Situated between Lake Merritt and downtown Oakland, the Oakland Museum of California (OMCA) is one of the most significant architectural examples of mid-century modernism in the United States. When the Museum opened in 1969, OMCA's design by Pritzker prize-winning architect Kevin Roche was acclaimed for its bold and innovative premise: a museum that also serves as a vibrant urban park and public space. OMCA’s terraced roof gardens and central courtyard, originally designed by noted landscape architect Dan Kiley, continue to draw Oakland residents and visitors from the Bay Area and beyond.

Get a glimpse at our extraordinary Garden transformation, part of our All In! Campaign for OMCA campus improvement project.
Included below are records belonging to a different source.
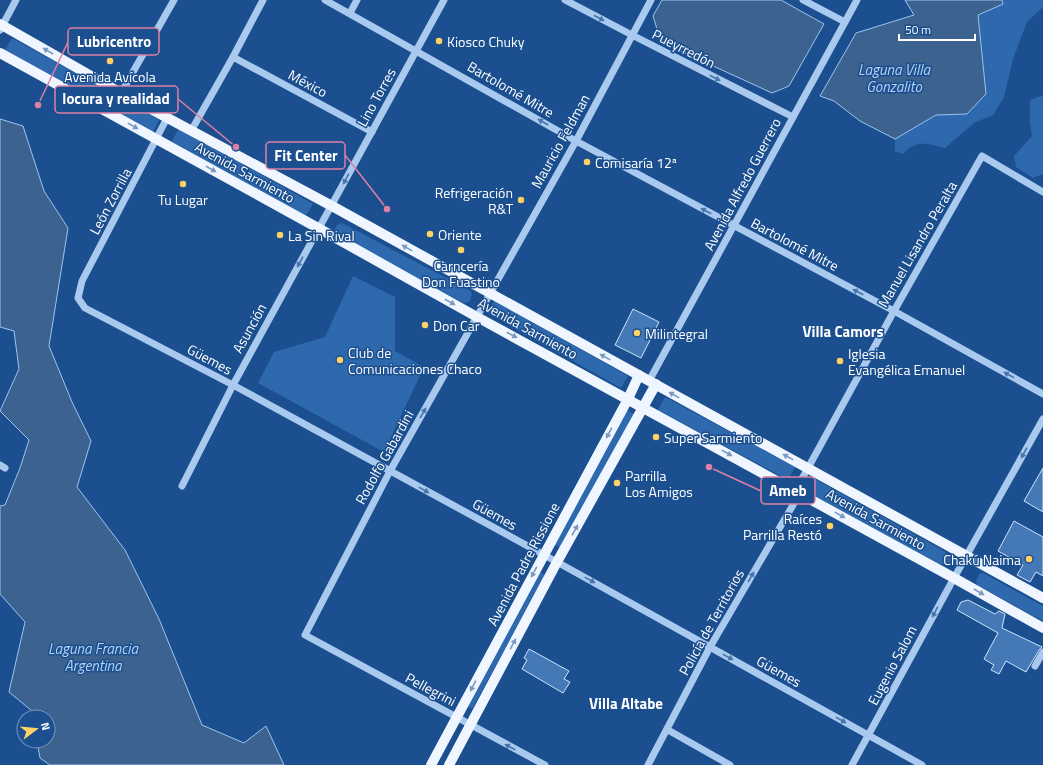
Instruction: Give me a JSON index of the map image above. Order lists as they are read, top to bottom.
{
  "streets": {
    "main road": ["Avenida Sarmiento", "Avenida Padre Rissione"],
    "street": [
      "Pueyrredón",
      "México",
      "Bartolomé Mitre",
      "Lino Torres",
      "Mauricio Feldman",
      "Avenida Alfredo Guerrero",
      "León Zorrilla",
      "Manuel Lisandro Peralta",
      "Asunción",
      "Güemes",
      "Rodolfo Gabardini",
      "Policía de Territorios",
      "Eugenio Salom",
      "Pellegrini"
    ]
  },
  "crossings": [
    ["Pueyrredón", "Mauricio Feldman"],
    ["Pueyrredón", "Avenida Alfredo Guerrero"],
    ["México", "Lino Torres"],
    ["Bartolomé Mitre", "Lino Torres"],
    ["Bartolomé Mitre", "Mauricio Feldman"],
    ["Bartolomé Mitre", "Avenida Alfredo Guerrero"],
    ["Bartolomé Mitre", "Manuel Lisandro Peralta"],
    ["Lino Torres", "Avenida Sarmiento"],
    ["Lino Torres", "Asunción"],
    ["Mauricio Feldman", "Avenida Sarmiento"],
    ["Mauricio Feldman", "Rodolfo Gabardini"],
    ["Avenida Sarmiento", "Avenida Alfredo Guerrero"],
    ["Avenida Sarmiento", "León Zorrilla"],
    ["Avenida Sarmiento", "Manuel Lisandro Peralta"],
    ["Avenida Sarmiento", "Asunción"],
    ["Avenida Sarmiento", "Rodolfo Gabardini"],
    ["Avenida Sarmiento", "Avenida Padre Rissione"],
    ["Avenida Sarmiento", "Policía de Territorios"],
    ["Avenida Sarmiento", "Eugenio Salom"],
    ["Avenida Alfredo Guerrero", "Avenida Padre Rissione"],
    ["León Zorrilla", "Güemes"],
    ["Manuel Lisandro Peralta", "Policía de Territorios"],
    ["Asunción", "Güemes"],
    ["Güemes", "Rodolfo Gabardini"],
    ["Güemes", "Avenida Padre Rissione"],
    ["Güemes", "Policía de Territorios"],
    ["Güemes", "Eugenio Salom"],
    ["Rodolfo Gabardini", "Pellegrini"],
    ["Avenida Padre Rissione", "Pellegrini"]
  ],
  "one_way": [
    "Pueyrredón",
    "Bartolomé Mitre",
    "Lino Torres",
    "Asunción",
    "Güemes",
    "Rodolfo Gabardini",
    "Policía de Territorios",
    "Eugenio Salom"
  ],
  "districts": ["Villa Camors", "Villa Altabe"],
  "water": ["Laguna Villa Gonzalito", "Laguna Francia Argentina"],
  "places": [
    "Kiosco Chuky",
    "Avenida Avícola",
    "Lubricentro",
    "locura y realidad",
    "Comisaría 12ª",
    "Tu Lugar",
    "Refrigeración R&T",
    "Fit Center",
    "Oriente",
    "La Sin Rival",
    "Carncería Don Fuastino",
    "Don Car",
    "Milintegral",
    "Club de Comunicaciones Chaco",
    "Iglesia Evangélica Emanuel",
    "Super Sarmiento",
    "Ameb",
    "Parrilla Los Amigos",
    "Raíces Parrilla Restó",
    "Chakú Naima"
  ],
  "scale_bar": "50 m",
  "north": "right"
}
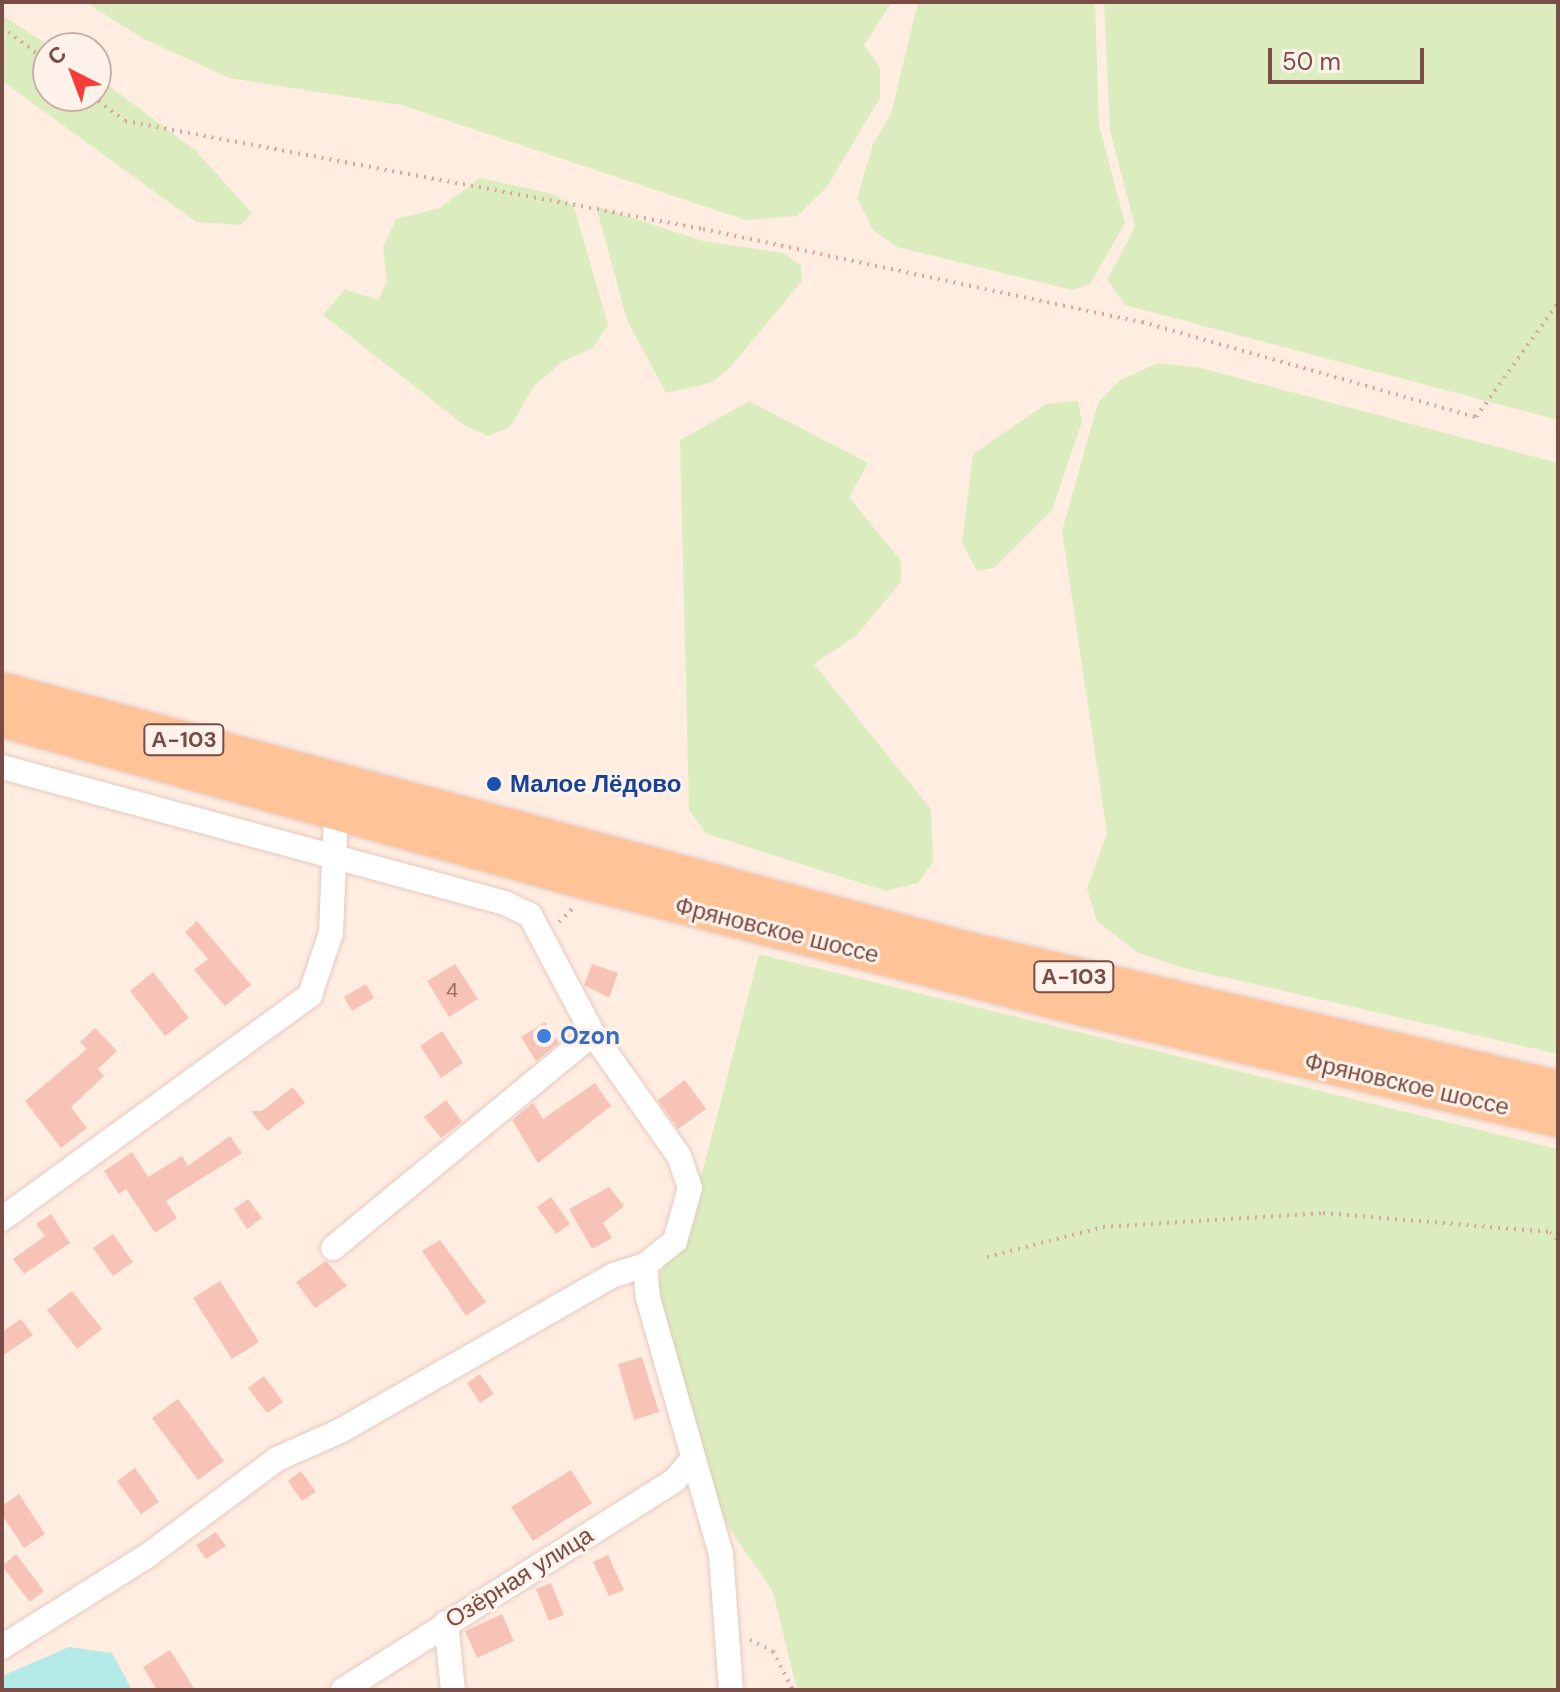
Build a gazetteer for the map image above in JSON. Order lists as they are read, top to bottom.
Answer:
{
  "streets": {
    "main road": ["А-103", "Фряновское шоссе"],
    "street": ["Озёрная улица"]
  },
  "places": ["Малое Лёдово", "Ozon"],
  "house_numbers": ["4"],
  "scale_bar": "50 m",
  "north": "top left"
}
Building on the vision to serve as a gathering place for the community, award-winning landscape architect Walter Hood of Hood Design Studio, as well as the architecture firm Mark Cavagnero Associates, have partnered with OMCA to improve our outdoor spaces and provide greater access for our community.

Significant progress has been made to the multi-phased project, including new paving areas, newly installed sculpture, new native trees and plantings, a new lawn, and a new outdoor stage that will soon be used for programming and performances. We’ll soon open up a new entrance at the corner of 12th Street facing Lake Merritt, connecting the Museum to the city of Oakland in a whole new way. We can’t wait for you to see our new look! 

Why did OMCA decide to renovate? 
OMCA places our community and the visitor experience at the core of all activities. This renovation will help OMCA to expand its role as a public gathering place, offering even more amenities. These improvements will help us better share our space with Oakland, providing opportunities for more dynamic programs and community events once visitors are again able to safely gather. The renovations will also create improved ease of access to the gardens, café, and galleries through additional ADA-accessible ramps and campus wayfinding.

Who designed this project? 
OMCA has partnered with Oakland-based landscape architect and MacArthur Genius award-winner Walter Hood of Hood Design Studio, as well as the architecture firm Mark Cavagnero Associates, as co-leads of the project. Project manager and financing consultant Equity Community Builders (ECB) and general contractor Cahill Contractors were also instrumental in completing this project.   

What changes were made to the campus?
The campus renovations will include two new entrances to the Museum, including a new entrance to our garden on the 12th Street corner of the building facing Lake Merritt, as well as a new entrance on 10th Street that will allow direct access to our café. Both entrances will include ADA-accessible ramps leading visitors from the lawn to the second-level terraces. The entrances will be open later this year. 

The Museum’s terraces and gardens will feature new native plantings, updated public sculpture by renowned California artists, and a permanent stage to provide opportunities for a wider range of outdoor programming. 

Who funded the project? 
All In! The Campaign for OMCA was undertaken to expand the Museum’s role as a public gathering place. The Museum has earmarked $15 million of its overall $85 million campaign goal toward the campus and garden renovations. The project is also funded in part by Capital One Commercial Bank, Oakland Renaissance NMTC, Inc., and the City of Oakland. 

Interested in learning more or supporting the campaign and its goals? Visit

I noticed some of the trees on campus have been removed. Is this part of the redesign?
Yes, the trees that were removed were identified as end-of-life and would pose a safety concern for our visitors if they remained intact. The trees have been chipped and returned to the garden as mulch. Many California native trees have been replanted as part of the renovation. 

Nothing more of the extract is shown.